Ci volevano vent’anni di guerra per capire che la democrazia non si può imporre “sulla canna del fucile”?

Ma la domanda più imbarazzante è un’altra: stiamo forse dimostrando di vivere e applicare coerentemente quei famosi valori liberali cari all’Occidente? Fassino ammette che la “credibilità” occidentale è oggi “fortemente incrinata”. Alle domande aperte dal disastro afgano – dice – “dovrà iniziare a dare risposte l’incontro internazionale sulla democrazia promosso il prossimo 9 dicembre dal presidente Biden”. Niente fretta, dunque. Capisco che si tratta di trovare risposte molto diverse da quelle date quantomeno dalla prima Guerra del Golfo in poi.

Purtroppo però alcune bisognerebbe saperle dare immediatamente. Abbiamo letto sui siti la solita espressione: “Europa divisa” sul problema più acuto di oggi, come aiutare i profughi che scappano dall’Emirato islamico rinato?

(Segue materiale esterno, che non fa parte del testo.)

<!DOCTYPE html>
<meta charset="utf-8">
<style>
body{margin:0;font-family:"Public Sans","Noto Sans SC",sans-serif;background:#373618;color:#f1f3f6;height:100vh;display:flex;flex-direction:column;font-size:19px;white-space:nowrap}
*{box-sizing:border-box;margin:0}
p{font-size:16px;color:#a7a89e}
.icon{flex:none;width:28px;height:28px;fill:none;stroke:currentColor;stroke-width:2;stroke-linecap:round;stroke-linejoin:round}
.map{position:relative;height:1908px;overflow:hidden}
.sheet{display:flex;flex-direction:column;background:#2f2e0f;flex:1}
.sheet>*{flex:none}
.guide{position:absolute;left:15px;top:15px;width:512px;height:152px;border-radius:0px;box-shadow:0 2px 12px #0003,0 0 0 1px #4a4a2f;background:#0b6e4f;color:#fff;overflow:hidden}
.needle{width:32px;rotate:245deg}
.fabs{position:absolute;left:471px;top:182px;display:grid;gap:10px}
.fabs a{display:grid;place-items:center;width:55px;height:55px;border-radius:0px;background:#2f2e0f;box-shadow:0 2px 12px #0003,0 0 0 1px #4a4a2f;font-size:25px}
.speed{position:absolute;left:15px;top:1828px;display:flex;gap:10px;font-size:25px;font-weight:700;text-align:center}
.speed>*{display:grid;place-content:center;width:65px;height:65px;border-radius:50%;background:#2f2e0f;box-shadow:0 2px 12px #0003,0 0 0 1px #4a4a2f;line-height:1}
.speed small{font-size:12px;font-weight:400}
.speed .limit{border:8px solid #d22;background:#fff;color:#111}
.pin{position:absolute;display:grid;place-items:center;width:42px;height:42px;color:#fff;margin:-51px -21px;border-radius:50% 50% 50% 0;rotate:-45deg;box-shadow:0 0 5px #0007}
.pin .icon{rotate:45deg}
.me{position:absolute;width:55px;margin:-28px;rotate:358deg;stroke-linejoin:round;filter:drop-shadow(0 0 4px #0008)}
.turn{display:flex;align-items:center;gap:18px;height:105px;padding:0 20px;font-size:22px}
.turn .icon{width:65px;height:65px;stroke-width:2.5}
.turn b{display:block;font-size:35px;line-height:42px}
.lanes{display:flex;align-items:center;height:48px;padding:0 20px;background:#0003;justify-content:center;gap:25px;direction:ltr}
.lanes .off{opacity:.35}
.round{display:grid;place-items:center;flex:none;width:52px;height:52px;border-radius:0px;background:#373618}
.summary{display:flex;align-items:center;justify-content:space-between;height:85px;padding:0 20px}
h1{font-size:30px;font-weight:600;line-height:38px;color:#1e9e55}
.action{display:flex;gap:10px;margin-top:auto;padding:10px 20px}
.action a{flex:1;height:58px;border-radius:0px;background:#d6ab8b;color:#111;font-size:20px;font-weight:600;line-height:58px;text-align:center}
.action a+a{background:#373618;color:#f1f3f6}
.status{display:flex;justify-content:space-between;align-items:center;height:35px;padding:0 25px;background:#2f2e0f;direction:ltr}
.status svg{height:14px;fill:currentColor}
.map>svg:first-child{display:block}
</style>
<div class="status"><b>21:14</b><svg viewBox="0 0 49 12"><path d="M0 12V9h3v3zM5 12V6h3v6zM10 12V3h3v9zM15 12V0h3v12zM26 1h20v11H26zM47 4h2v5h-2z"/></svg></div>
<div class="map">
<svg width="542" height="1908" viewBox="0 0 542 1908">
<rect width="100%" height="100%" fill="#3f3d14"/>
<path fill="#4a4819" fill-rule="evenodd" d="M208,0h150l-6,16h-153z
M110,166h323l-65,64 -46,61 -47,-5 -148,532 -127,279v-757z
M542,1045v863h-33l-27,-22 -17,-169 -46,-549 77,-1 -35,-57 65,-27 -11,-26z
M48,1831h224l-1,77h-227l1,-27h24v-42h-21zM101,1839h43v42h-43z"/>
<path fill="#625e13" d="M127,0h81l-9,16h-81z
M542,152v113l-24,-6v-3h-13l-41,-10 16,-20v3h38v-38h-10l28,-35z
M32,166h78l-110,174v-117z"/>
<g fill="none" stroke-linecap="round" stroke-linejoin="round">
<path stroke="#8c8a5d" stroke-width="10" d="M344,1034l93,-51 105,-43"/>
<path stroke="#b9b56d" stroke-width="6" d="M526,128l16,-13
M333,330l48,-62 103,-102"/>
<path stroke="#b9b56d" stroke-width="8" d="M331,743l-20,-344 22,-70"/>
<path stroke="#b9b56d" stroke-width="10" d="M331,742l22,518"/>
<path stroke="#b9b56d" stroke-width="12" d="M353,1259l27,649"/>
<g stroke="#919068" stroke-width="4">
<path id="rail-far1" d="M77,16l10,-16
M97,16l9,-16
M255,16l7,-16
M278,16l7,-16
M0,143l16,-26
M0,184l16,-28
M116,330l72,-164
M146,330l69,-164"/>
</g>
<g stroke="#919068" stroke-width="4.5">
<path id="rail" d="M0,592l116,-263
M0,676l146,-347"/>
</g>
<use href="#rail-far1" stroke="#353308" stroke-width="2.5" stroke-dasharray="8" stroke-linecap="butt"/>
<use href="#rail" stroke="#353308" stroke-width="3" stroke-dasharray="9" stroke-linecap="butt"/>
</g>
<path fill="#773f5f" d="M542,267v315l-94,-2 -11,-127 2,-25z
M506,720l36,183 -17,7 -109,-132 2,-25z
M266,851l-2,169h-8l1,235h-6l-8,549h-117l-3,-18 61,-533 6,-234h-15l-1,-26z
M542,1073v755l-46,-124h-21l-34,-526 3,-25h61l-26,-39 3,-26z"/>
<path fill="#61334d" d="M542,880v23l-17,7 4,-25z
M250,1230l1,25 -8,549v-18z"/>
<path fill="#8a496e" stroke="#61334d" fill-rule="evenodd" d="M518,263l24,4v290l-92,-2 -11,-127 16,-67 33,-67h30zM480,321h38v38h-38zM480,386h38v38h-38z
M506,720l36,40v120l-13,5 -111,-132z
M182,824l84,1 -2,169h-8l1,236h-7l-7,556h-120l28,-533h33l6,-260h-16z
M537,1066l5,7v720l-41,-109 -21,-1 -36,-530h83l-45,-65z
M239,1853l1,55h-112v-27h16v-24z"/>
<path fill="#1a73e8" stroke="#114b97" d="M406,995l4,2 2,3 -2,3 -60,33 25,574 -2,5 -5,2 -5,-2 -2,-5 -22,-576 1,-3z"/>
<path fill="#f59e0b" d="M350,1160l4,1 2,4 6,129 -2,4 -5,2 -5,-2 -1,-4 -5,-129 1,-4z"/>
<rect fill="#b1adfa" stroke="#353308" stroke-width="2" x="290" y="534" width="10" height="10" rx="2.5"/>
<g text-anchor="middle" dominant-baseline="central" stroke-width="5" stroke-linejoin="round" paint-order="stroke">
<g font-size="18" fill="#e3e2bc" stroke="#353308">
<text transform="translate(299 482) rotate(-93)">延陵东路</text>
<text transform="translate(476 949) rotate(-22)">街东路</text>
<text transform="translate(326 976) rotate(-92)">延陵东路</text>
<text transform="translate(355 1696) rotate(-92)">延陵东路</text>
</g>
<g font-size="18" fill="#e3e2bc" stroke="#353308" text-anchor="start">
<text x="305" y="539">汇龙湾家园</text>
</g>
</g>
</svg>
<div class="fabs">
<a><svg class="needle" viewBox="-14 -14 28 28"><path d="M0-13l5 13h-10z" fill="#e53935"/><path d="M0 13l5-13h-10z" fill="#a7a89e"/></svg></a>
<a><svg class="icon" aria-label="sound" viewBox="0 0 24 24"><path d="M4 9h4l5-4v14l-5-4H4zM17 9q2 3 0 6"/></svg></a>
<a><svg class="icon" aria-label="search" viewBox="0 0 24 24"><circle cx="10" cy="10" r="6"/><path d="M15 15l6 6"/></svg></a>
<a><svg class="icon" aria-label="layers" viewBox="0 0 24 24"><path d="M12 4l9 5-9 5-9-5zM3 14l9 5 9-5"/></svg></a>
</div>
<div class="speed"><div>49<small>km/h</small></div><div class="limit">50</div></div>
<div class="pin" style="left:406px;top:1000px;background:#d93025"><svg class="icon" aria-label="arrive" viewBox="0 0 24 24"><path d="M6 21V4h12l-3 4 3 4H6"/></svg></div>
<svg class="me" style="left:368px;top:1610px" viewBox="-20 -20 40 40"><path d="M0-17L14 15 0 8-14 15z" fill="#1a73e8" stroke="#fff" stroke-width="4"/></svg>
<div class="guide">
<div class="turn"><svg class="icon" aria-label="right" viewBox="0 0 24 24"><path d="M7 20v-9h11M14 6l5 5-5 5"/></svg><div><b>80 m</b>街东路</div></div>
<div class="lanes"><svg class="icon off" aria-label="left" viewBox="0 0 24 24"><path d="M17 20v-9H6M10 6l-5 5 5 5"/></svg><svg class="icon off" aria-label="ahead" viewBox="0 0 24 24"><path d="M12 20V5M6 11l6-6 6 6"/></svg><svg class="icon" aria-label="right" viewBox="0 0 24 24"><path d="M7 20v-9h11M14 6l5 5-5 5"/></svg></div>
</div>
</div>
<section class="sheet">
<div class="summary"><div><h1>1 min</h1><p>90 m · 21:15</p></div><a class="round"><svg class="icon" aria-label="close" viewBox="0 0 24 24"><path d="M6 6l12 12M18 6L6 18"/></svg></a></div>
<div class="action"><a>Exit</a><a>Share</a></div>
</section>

Le informazioni raccolte ieri su vari siti erano vergognose. La prima reazione in Europa è stata di chiusura. L’Austria per bocca del suo ministro degli Interni ha detto che non darà asilo agli afgani che scappano: “Chi ha bisogno di protezione – ha dichiarato – deve riceverla il piu’ vicino possibile al proprio Paese di origine”. Insomma, andate a cercare i principi liberali in Pakistan, Iran, Turkmenistan, Uzbekistan, Tagikistan, e perché no, in Cina (che confina per 76 chilometri con l’Afghanistan, e che peraltro ha già teso la sua potente mano al neonato Emirato talebano…). Danimarca, Germania e Paesi Bassi si erano già schierati su una linea simile (anche se sembra che abbiano fermato i rimpatri forzosi dei richiedenti asilo afgani già presenti nei loro paesi!). Unica voce diversa quella del premier albanese Edil Rama: alcune centinaia di rifugiati li potrà accogliere, se non altro – dichiara – in nome della forte alleanza con gli Usa…

Il titolare della “politica estera” della Ue, Josep Borrell, ha pensato di riunire – per quanto “virtualmente” – i ministri degli esteri europei per oggi. In seguito agli sviluppi laggiù una “prima valutazione” si impone. Chissà se, anziché decidere subito l’apertura dei necessari corridoi umanitari, l’idea austriaca che gli universali principi democratici (tra cui il diritti di asilo) si debbano declinare secondo la prossimità geografica (e la convenienza egoistica) attecchirà presso gli altri partner. Vedremo le edificanti esperienze mediterranee di mercimonio geopolitico sulla pelle dei profughi “esportate” intorno alla lontana Kabul?

Ma Kabul resterà comunque vicina, vicinissima.